==== EXCERPTED RECORDS
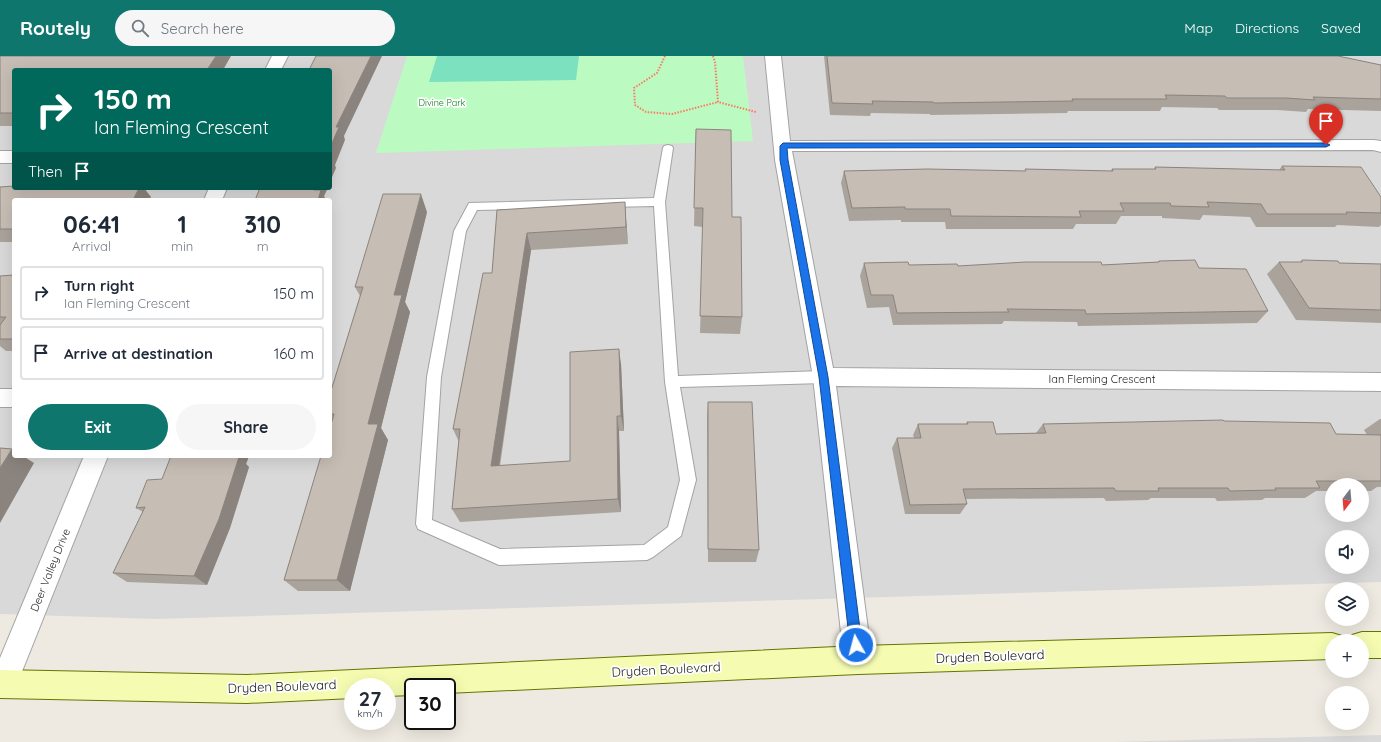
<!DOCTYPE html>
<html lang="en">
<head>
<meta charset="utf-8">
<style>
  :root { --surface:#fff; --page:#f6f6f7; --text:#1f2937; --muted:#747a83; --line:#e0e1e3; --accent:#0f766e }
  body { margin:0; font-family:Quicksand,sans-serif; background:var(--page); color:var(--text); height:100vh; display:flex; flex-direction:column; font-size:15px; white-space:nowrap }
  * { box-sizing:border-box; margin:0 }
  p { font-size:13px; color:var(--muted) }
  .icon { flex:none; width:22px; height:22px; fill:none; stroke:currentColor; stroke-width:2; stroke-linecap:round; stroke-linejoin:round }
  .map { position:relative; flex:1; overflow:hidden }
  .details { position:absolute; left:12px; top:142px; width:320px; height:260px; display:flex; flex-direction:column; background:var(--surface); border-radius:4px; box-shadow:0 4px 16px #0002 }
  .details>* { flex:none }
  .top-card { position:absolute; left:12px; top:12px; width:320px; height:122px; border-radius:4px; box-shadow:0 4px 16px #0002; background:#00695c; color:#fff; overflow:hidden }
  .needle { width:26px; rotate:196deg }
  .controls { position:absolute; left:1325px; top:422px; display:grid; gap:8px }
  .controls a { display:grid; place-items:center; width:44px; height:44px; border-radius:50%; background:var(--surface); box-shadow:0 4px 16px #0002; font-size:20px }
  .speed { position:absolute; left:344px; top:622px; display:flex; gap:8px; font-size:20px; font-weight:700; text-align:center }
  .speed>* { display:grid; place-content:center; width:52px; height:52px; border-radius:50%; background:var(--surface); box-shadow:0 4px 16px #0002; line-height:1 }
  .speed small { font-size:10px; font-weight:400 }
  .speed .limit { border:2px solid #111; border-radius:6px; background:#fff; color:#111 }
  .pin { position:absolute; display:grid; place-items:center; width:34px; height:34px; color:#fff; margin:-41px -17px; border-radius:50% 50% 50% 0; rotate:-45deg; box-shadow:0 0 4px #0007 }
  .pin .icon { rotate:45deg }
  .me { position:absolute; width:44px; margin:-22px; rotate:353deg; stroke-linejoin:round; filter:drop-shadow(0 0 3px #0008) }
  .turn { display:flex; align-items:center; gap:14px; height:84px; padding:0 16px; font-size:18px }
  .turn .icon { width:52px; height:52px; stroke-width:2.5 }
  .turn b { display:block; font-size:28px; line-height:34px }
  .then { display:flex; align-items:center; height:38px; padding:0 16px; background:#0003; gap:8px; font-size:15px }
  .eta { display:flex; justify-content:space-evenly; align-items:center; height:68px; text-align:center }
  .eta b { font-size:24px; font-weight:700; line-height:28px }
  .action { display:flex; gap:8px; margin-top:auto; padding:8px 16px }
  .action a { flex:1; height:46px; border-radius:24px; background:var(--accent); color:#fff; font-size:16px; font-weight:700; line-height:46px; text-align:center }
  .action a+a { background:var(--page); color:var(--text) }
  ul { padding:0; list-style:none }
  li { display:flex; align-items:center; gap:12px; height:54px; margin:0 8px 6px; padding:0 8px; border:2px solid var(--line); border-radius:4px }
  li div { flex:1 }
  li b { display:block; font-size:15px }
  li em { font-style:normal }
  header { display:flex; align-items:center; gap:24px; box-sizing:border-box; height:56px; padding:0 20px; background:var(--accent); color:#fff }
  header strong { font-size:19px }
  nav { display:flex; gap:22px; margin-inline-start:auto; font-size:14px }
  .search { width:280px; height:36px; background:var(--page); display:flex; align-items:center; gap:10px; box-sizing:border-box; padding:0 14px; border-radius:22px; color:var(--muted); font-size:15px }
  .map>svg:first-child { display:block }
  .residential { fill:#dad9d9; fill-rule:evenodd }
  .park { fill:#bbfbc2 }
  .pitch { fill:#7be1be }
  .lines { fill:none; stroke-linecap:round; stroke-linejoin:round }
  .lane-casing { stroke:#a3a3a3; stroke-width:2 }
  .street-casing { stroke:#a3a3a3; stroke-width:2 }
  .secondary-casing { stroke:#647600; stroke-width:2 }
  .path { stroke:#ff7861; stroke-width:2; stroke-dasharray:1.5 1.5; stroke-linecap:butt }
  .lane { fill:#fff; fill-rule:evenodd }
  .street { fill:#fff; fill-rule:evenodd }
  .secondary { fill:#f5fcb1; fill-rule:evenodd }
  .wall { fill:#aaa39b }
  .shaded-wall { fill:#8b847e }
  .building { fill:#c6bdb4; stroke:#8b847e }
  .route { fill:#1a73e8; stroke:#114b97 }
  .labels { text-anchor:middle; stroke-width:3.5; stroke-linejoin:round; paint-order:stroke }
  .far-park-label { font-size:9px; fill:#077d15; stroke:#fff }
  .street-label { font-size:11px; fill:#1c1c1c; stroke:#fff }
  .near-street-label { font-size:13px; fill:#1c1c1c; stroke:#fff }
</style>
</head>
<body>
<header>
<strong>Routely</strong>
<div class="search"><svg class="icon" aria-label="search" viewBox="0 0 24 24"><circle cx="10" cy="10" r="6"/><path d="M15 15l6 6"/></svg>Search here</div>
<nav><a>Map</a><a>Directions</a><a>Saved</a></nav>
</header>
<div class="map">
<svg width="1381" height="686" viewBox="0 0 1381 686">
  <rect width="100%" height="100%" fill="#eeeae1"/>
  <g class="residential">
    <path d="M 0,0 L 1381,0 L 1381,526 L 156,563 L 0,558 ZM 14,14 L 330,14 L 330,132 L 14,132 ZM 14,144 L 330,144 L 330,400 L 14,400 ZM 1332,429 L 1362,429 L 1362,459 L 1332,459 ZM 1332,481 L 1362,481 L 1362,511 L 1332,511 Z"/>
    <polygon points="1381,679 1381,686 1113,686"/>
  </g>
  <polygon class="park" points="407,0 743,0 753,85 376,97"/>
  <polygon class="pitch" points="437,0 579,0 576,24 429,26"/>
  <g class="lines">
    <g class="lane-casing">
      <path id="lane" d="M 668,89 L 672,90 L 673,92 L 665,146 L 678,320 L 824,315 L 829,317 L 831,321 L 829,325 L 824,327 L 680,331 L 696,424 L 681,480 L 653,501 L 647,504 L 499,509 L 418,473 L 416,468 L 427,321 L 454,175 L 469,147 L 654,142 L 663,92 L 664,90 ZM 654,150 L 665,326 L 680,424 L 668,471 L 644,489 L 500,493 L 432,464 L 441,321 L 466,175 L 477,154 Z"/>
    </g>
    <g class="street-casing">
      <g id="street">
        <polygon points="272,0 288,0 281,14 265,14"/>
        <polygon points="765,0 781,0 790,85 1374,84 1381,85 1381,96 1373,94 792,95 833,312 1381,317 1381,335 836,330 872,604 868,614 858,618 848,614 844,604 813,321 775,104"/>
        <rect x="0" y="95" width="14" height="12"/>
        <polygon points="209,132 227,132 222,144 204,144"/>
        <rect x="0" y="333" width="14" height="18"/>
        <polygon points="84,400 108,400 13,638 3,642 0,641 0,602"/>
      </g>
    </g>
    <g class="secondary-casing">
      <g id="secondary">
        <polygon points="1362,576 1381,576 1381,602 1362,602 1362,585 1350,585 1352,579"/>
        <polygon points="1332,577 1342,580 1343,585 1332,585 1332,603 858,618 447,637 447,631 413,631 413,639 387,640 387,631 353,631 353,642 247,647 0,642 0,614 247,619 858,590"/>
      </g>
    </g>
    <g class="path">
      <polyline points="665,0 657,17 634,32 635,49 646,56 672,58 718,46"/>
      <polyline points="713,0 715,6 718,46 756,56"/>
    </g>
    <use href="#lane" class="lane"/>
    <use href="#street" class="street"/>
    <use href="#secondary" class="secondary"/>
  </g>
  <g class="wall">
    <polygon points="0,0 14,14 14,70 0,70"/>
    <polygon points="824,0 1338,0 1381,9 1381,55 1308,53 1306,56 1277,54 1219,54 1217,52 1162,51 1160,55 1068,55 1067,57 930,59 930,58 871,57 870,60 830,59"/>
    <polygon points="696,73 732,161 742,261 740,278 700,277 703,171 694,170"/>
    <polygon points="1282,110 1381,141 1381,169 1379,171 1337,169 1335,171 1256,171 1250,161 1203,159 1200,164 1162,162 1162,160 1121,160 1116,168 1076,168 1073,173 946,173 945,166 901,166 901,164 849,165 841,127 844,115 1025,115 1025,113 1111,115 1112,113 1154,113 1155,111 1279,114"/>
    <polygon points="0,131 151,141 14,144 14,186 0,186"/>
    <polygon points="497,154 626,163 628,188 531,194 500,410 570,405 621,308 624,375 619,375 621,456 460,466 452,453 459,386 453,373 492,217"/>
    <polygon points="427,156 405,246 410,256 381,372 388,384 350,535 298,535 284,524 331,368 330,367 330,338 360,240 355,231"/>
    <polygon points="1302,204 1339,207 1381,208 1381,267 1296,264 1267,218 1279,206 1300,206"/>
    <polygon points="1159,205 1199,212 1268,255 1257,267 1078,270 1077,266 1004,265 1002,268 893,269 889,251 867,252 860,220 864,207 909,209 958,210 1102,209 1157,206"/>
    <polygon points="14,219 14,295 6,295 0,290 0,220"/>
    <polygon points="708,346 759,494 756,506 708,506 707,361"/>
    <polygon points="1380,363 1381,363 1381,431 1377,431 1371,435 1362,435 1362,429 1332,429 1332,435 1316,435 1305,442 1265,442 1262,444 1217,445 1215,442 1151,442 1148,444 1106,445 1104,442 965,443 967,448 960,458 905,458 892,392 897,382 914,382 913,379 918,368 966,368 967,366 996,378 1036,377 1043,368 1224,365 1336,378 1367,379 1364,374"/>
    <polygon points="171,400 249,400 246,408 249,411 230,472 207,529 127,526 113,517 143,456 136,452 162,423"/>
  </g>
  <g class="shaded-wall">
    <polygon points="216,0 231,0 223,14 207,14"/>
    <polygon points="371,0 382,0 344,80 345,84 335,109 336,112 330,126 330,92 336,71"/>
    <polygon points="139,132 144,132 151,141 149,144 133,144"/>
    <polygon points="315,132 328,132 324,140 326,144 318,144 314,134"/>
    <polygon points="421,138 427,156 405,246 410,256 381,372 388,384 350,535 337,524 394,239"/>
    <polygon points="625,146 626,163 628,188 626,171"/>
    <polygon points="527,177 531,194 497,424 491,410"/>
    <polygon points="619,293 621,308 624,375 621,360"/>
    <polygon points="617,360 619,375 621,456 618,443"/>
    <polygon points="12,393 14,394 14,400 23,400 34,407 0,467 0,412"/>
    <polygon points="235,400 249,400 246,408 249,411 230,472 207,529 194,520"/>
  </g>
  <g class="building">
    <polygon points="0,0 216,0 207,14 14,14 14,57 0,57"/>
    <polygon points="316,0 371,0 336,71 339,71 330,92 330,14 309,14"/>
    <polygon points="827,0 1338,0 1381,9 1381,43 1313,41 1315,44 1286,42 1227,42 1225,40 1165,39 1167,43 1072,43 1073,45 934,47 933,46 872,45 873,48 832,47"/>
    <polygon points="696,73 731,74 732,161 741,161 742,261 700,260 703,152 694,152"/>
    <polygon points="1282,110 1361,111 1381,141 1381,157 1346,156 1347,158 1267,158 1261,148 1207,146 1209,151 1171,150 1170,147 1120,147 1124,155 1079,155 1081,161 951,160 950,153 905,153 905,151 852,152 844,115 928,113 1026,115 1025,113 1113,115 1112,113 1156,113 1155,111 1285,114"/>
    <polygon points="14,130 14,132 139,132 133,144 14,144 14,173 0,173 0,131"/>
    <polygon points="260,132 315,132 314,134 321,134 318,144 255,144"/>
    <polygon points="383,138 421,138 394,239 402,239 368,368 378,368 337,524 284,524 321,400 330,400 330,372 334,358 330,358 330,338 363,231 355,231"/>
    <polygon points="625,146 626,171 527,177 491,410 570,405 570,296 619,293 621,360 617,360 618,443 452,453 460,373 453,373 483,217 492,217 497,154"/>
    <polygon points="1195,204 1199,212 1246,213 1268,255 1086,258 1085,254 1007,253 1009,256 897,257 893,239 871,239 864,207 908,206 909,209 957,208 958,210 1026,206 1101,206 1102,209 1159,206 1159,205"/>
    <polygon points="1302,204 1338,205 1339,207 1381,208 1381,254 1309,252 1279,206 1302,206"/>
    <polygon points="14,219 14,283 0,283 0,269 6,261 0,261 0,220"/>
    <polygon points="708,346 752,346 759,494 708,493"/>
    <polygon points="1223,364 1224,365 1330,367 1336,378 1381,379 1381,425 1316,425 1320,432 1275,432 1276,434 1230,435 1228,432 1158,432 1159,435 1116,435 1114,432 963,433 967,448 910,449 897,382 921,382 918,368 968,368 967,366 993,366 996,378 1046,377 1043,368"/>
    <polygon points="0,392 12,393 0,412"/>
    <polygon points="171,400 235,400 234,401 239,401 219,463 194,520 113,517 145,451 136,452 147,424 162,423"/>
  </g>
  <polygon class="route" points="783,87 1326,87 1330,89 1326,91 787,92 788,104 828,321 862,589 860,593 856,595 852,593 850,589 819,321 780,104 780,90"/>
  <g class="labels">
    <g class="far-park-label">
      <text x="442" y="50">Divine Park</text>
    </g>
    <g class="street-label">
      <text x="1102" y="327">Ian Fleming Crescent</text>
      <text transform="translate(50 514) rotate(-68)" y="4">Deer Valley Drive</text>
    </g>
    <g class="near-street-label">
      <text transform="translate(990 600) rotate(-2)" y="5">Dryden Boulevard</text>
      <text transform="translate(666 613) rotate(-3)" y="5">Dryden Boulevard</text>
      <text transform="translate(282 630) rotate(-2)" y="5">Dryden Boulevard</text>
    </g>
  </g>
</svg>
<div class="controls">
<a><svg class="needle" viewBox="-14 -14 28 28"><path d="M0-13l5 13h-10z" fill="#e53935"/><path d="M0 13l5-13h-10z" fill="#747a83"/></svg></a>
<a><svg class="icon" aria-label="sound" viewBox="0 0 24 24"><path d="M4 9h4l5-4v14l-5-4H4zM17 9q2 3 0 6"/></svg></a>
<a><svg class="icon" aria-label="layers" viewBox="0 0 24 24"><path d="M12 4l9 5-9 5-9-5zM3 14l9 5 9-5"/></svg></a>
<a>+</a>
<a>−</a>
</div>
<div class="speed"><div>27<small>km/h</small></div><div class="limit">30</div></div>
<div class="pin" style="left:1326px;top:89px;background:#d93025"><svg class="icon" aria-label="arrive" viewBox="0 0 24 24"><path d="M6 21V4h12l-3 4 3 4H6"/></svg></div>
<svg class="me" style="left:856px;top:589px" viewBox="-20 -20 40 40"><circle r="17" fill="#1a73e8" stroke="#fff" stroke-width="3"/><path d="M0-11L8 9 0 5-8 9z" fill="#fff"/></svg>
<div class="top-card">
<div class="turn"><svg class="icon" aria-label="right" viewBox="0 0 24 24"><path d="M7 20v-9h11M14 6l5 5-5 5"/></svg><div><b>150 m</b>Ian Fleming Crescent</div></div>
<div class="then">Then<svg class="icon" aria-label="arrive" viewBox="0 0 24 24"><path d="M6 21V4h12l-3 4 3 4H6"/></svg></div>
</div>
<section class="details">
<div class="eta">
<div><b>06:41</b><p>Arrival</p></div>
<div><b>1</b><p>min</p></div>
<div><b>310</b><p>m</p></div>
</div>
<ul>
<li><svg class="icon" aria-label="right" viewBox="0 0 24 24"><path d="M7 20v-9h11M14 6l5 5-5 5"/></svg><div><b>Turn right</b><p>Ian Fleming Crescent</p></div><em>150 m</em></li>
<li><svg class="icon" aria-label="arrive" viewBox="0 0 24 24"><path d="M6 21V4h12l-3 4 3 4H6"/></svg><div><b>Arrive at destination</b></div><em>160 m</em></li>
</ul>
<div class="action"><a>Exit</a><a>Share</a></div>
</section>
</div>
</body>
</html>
========
■ **WHAT THIS TASK INVOLVES**
Read through the data above. Report each line that has the word "linecap".

■ **RESULT OF THIS TASK**
  .icon { flex:none; width:22px; height:22px; fill:none; stroke:currentColor; stroke-width:2; stroke-linecap:round; stroke-linejoin:round }
  .lines { fill:none; stroke-linecap:round; stroke-linejoin:round }
  .path { stroke:#ff7861; stroke-width:2; stroke-dasharray:1.5 1.5; stroke-linecap:butt }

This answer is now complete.